このまま思いっきり頭から突っ込んで破壊するしかない。


「よし、行こう。勝負だ」


安藤のGOが出た。


最善のタイミングではないが、長い間、間宮を抱えて神経もすり減らしたはずだ。


今なら壊せる。


改めて腰を低く構え、馬が徐々に後ろ足を蹴って加速するように、距離を縮めていく。


向こうもきた‼︎


覚悟と覚悟のぶつかり合いだ。


だが作戦は真っ向から異なっている。


私たちは馬を打ち崩す。一方、向こうは騎手の首を狙っている。


馬か帽子か。


その距離がどんどん詰まる。


先頭の美咲の顔が見えてきた。


__まさか?


私の突入を避けるなら、帽子には手は届かない。
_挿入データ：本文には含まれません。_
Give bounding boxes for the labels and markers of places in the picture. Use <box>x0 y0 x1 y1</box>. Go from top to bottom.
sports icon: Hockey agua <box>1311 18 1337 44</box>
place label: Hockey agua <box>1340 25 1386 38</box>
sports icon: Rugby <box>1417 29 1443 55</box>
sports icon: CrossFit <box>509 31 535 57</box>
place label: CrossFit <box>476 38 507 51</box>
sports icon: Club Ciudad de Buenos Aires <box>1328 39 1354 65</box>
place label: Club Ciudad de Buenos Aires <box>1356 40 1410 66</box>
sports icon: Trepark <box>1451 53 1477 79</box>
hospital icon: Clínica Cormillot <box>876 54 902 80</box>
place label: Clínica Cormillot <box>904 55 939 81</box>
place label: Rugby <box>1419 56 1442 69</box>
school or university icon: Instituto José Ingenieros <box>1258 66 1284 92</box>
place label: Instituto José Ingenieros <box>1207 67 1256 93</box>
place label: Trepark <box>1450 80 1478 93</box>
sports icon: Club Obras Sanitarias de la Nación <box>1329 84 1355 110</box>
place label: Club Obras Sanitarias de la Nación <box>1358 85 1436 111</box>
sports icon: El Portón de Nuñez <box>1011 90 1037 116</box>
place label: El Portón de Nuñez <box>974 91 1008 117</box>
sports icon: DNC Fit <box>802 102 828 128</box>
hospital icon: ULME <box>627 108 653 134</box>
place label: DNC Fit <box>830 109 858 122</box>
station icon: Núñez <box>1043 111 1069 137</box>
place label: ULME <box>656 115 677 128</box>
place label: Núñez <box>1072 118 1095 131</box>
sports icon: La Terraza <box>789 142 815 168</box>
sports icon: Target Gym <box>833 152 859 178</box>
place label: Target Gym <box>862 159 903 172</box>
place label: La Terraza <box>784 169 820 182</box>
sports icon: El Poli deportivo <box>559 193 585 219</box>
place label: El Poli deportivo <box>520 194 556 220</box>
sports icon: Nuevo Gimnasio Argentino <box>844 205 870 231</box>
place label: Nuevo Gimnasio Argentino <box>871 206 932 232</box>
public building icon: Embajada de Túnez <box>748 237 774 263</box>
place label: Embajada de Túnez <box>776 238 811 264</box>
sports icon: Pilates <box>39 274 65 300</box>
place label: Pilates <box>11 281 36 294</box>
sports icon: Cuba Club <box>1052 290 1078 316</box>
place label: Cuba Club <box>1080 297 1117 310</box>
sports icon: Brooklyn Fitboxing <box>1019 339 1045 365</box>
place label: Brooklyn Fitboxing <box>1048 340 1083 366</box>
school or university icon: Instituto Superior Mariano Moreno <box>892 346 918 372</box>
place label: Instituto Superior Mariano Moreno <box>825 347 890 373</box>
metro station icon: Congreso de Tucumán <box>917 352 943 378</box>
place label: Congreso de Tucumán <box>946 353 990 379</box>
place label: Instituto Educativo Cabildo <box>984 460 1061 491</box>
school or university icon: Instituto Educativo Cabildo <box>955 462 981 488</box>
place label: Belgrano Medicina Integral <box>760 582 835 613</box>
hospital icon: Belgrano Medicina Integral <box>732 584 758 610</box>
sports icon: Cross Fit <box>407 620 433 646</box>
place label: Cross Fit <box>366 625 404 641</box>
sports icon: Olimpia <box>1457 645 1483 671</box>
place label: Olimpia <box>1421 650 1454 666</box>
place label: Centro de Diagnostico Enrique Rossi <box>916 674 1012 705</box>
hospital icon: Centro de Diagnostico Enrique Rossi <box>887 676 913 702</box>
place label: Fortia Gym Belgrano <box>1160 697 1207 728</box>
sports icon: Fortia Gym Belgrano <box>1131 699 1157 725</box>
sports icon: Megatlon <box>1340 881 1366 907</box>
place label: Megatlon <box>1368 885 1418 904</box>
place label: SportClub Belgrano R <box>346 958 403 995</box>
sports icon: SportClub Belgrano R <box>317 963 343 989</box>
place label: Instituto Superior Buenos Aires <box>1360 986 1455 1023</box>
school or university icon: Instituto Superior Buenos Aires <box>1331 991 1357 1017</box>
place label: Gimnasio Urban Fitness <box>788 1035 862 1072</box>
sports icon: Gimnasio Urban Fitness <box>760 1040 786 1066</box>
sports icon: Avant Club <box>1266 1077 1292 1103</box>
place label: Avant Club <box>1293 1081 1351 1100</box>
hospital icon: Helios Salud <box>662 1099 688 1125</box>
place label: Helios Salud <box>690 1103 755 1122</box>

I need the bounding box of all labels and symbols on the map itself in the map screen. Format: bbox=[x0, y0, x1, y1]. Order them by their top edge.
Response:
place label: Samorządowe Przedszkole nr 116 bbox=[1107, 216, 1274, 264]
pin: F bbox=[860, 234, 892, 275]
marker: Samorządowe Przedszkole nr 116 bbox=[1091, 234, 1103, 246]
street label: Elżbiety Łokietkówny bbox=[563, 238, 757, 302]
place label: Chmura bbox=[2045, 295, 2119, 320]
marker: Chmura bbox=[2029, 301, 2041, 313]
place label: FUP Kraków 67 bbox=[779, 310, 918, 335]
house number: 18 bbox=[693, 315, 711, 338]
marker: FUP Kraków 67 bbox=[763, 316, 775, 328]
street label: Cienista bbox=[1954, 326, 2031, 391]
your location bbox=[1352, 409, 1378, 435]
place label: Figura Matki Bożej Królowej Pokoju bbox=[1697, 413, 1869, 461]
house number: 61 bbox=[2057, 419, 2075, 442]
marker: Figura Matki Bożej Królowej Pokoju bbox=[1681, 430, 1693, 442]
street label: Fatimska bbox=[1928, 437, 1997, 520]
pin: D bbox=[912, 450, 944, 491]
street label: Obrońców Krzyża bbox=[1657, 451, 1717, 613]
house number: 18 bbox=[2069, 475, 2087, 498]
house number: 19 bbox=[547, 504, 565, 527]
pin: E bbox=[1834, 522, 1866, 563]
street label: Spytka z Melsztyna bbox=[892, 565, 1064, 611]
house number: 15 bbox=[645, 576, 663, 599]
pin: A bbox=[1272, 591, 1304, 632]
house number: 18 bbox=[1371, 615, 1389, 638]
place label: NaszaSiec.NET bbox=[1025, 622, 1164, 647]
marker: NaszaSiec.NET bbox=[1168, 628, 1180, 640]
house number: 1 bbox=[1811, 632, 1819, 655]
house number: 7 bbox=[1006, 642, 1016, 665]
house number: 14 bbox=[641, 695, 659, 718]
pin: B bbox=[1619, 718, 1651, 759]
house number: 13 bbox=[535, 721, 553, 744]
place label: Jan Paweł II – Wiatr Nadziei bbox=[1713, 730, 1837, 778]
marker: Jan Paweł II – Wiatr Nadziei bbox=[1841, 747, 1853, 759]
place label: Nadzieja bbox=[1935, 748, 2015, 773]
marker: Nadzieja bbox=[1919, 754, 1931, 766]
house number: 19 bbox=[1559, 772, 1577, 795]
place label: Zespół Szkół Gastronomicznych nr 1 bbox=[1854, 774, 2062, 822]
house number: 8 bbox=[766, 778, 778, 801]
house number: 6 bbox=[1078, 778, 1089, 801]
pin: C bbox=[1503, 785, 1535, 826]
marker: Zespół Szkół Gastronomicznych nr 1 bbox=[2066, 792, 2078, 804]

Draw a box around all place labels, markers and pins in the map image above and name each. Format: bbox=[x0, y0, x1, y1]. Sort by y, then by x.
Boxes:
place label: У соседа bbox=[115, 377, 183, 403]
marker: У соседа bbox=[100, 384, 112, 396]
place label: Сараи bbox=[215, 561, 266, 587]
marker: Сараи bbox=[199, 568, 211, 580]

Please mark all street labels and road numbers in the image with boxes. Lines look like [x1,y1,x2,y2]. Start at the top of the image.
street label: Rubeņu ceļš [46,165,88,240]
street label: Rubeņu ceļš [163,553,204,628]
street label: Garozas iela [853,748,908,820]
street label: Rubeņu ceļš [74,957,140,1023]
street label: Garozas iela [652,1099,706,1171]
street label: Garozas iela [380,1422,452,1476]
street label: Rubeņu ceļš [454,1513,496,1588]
騎手と戦うなら近づかないと。馬の攻撃を正面から受け止め、且つ、大将の首を刈る。


綺麗なだけの美咲の顔から、闘志が溢れ出ていた。


私の猛攻を受け止める気だ。


間宮も手綱を緩めず、前傾姿勢で突っ込んでくる。


「いい度胸じゃないの」


そう呟いた私は、にやりと笑った。


こんな時に、ちょっと嬉しいなんて不謹慎よね?


私は暴れ馬と化し、白組の騎馬と正面衝突を__。